Приглашаем посетить сайт

Билеты. Вариант 6.
18. Риторика. Демосфен.

Современная наука признает принадлежащими Демосфену 41 речь, а также несколько десятков вступлений к речам и писем. Условно его речи разделяют на судебные, судебно-политические и политические. Судебные речи (364-345) Демосфена характерны точной и конкретной аргументацией, в них даны яркие, живые картины современного ему быта. Из судебно-политических речей наиболее яркие – «О преступном посольстве» (343) и «За Ктесифона о венке» (330), направленные против Эсхина. Самым значительным в наследии Демосфена признают политические речи, из которых выделяются 8 речей против Филиппа II, произнесенных между 351-341 годами.

Демосфен тщательно готовил свои публичные выступления, но большое значение уделял живому и непринужденному изложению текстов речей.

Поэтому он не придерживался жесткого плана, активно использовал паузы, которым способствовали риторические вопросы: «Что это значит?», «В чем причина?». Вступление и повествовательная часть у Демосфена были сведены до минимума, все усилия он направлял на опровержение доводов оппонентов и доказательство своей правоты.

Демосфену было важно именно в момент произнесения речи убедить слушателя в своей правоте. Начиная новый раздел речи, он сразу раскрывает его содержание, в процессе изложения подводит итоги сказанному, неоднократно повторяет особо важные мысли. Нередко он строил воображаемый диалог с противником.

Большое значение в ораторском искусстве Демосфена имела мимика, жестикуляция, модуляции голоса.

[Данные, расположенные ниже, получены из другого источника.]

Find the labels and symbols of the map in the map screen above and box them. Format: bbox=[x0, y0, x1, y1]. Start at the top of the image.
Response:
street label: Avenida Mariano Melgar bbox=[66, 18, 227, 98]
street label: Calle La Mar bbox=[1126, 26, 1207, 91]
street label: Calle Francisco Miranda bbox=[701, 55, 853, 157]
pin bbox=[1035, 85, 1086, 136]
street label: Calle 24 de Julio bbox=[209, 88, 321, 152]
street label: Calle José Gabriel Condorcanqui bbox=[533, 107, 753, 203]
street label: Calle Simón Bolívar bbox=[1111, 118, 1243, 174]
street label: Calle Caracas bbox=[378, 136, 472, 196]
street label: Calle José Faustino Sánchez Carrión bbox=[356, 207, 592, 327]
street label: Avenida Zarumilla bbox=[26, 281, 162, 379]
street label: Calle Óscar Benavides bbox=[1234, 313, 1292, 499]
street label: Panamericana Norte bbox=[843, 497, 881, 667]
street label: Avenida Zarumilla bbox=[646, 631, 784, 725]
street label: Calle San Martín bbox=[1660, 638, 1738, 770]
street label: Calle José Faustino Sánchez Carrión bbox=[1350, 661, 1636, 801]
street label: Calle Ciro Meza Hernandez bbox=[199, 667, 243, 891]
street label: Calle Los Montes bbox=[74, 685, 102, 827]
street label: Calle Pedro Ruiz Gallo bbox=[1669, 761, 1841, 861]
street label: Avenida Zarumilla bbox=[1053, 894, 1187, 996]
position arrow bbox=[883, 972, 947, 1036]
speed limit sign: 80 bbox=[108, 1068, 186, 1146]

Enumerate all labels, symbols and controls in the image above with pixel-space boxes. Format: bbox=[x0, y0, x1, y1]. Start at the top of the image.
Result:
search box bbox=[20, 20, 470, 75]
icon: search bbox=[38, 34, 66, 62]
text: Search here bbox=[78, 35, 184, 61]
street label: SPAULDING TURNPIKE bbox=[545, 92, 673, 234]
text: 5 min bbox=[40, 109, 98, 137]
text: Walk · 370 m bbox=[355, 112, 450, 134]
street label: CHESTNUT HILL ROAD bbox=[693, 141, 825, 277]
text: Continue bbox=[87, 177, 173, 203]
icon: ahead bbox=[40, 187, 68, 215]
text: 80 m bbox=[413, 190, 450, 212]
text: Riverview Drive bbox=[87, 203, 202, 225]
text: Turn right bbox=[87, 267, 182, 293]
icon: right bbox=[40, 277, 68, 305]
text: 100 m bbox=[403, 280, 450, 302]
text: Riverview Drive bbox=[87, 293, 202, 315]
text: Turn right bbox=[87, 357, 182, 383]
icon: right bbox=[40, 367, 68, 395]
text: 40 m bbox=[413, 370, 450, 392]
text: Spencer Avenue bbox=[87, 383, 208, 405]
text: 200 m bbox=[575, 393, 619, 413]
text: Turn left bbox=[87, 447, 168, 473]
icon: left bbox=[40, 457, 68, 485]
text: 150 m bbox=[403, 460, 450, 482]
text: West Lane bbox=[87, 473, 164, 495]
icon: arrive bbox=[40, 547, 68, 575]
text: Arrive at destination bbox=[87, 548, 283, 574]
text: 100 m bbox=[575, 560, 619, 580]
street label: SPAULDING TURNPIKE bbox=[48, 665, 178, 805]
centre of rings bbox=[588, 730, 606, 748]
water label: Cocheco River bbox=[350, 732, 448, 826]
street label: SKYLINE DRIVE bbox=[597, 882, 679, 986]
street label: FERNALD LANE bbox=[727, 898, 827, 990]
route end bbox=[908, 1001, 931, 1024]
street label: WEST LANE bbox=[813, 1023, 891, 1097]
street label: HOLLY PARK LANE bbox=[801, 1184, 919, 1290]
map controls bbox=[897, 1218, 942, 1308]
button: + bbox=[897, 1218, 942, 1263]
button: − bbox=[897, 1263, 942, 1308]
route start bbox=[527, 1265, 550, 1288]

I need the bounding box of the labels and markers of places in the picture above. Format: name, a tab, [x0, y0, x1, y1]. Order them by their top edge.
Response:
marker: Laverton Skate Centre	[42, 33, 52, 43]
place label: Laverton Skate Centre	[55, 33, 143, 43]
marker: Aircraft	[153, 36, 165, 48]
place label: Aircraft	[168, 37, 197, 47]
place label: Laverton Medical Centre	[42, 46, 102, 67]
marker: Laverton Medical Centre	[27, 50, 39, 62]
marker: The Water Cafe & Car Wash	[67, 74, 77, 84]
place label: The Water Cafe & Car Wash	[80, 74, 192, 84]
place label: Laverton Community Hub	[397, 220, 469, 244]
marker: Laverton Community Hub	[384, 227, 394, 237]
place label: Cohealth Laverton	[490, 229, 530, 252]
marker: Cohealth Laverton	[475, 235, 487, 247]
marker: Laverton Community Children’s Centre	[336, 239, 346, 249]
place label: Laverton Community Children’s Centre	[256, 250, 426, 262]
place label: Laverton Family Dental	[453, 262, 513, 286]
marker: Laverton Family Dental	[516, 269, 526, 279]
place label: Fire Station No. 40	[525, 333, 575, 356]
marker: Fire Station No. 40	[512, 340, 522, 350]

Он свободно соединял и варьировал риторические стили, использовал разнообразные варианты построения фраз и предложений. Демосфен умело применял антитезы («век нынешний» и «век минувший»), соединения синонимов в пары («знайте» и «понимайте»), метафоры, олицетворения, фигуры умолчания, когда слушатели сами догадывались о чем шла речь. В результате его выступления никогда не были монотонными.

Демосфена было столь высоким, что современники и последующие поколения древних греков называли его просто Оратором.

Из третьей речи «Против Филиппа»

«Но чего же еще не хватает ему до последней степени наглости? Да помимо того, что он разорил города, разве он не устраивает пифийские игры, общие состязания всех греков, и, когда сам не является на них, разве не присылает своих рабов руководить состязаниями в качестве агонофетов? Разве не завладел Пилами и проходами, ведущими к грекам, и не занимает эти места своими отрядами и наемниками? Разве не предписывает он фессалийцам, какой порядок управления они должны у себя иметь? Разве не посылает наемников - одних в Порфм, чтобы изгнать эретрийскую демократию, других - в Орей, чтобы поставить тираном Филистида? Но греки, хотя и видят это, все-таки терпят, и, мне кажется, они взирают на это с таким чувством, как на градовую тучу: каждый только молится, чтобы не над ним она разразилась, но ни один человек не пытается ее остановить. И никто не защищается не только против тех оскорблений, которым подвергается от него вся Греция, но даже и против тех, которые терпит каждый в отдельности. Это уже последнее дело!

Разве он не предпринимал похода на Амбракию и Левкаду - города, принадлежащие коринфянам? Разве не дал клятвенного обещания этолийцам передать им Навпакт, принадлежащий ахейцам? Разве у фиванцев не отнял Эхин, разве не отправляется теперь против византийцев, своих собственных союзников? Разве у нас - не говорю уж об остальном - он не завладел крупнейшим нашим городом на Херсонесе, Кардией ? И вот, хотя мы все страдаем от такого отношения к себе, мы все еще медлим, проявляем малодушие и смотрим на соседей, полные недоверия друг к другу, а не к тому, кто всем нам наносит вред».